These records must be written out again exactly.

• **Records for the exercise**:

┌──

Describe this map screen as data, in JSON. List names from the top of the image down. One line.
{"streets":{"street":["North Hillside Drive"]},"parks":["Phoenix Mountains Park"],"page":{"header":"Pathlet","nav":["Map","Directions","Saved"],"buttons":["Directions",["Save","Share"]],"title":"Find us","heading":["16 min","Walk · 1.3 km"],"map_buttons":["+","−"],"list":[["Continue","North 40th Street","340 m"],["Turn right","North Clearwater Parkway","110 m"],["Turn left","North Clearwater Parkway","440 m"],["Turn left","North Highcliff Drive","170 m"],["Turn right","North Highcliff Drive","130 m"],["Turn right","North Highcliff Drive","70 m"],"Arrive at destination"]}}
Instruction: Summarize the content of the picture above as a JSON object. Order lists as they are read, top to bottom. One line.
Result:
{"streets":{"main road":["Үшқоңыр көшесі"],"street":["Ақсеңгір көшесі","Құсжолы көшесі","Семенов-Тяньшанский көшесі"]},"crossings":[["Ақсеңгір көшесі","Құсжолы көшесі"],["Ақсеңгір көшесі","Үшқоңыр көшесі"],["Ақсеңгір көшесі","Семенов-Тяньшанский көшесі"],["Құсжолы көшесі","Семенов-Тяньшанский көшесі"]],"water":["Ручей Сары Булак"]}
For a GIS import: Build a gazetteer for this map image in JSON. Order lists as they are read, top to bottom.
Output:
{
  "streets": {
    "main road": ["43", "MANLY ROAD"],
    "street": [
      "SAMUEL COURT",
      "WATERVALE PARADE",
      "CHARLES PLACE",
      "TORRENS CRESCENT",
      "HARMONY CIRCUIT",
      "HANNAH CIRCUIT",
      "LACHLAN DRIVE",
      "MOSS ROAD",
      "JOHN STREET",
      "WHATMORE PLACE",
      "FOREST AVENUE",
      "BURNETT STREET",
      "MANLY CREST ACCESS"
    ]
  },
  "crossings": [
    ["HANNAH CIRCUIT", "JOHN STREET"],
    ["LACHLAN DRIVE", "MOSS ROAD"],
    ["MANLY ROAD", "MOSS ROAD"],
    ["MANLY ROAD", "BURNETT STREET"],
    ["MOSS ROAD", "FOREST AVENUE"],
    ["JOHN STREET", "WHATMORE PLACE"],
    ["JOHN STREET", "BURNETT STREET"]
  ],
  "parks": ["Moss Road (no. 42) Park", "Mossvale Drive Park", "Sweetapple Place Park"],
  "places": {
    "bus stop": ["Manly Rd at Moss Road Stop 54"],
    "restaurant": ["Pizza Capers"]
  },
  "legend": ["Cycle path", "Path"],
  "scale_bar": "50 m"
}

└──

• **Answer space**:
Describe this map screen as data, in JSON. List names from the top of the image down. One line.
{"streets":{"street":["North Hillside Drive"]},"parks":["Phoenix Mountains Park"],"page":{"header":"Pathlet","nav":["Map","Directions","Saved"],"buttons":["Directions",["Save","Share"]],"title":"Find us","heading":["16 min","Walk · 1.3 km"],"map_buttons":["+","−"],"list":[["Continue","North 40th Street","340 m"],["Turn right","North Clearwater Parkway","110 m"],["Turn left","North Clearwater Parkway","440 m"],["Turn left","North Highcliff Drive","170 m"],["Turn right","North Highcliff Drive","130 m"],["Turn right","North Highcliff Drive","70 m"],"Arrive at destination"]}}
Instruction: Summarize the content of the picture above as a JSON object. Order lists as they are read, top to bottom. One line.
Result:
{"streets":{"main road":["Үшқоңыр көшесі"],"street":["Ақсеңгір көшесі","Құсжолы көшесі","Семенов-Тяньшанский көшесі"]},"crossings":[["Ақсеңгір көшесі","Құсжолы көшесі"],["Ақсеңгір көшесі","Үшқоңыр көшесі"],["Ақсеңгір көшесі","Семенов-Тяньшанский көшесі"],["Құсжолы көшесі","Семенов-Тяньшанский көшесі"]],"water":["Ручей Сары Булак"]}
For a GIS import: Build a gazetteer for this map image in JSON. Order lists as they are read, top to bottom.
Output:
{
  "streets": {
    "main road": ["43", "MANLY ROAD"],
    "street": [
      "SAMUEL COURT",
      "WATERVALE PARADE",
      "CHARLES PLACE",
      "TORRENS CRESCENT",
      "HARMONY CIRCUIT",
      "HANNAH CIRCUIT",
      "LACHLAN DRIVE",
      "MOSS ROAD",
      "JOHN STREET",
      "WHATMORE PLACE",
      "FOREST AVENUE",
      "BURNETT STREET",
      "MANLY CREST ACCESS"
    ]
  },
  "crossings": [
    ["HANNAH CIRCUIT", "JOHN STREET"],
    ["LACHLAN DRIVE", "MOSS ROAD"],
    ["MANLY ROAD", "MOSS ROAD"],
    ["MANLY ROAD", "BURNETT STREET"],
    ["MOSS ROAD", "FOREST AVENUE"],
    ["JOHN STREET", "WHATMORE PLACE"],
    ["JOHN STREET", "BURNETT STREET"]
  ],
  "parks": ["Moss Road (no. 42) Park", "Mossvale Drive Park", "Sweetapple Place Park"],
  "places": {
    "bus stop": ["Manly Rd at Moss Road Stop 54"],
    "restaurant": ["Pizza Capers"]
  },
  "legend": ["Cycle path", "Path"],
  "scale_bar": "50 m"
}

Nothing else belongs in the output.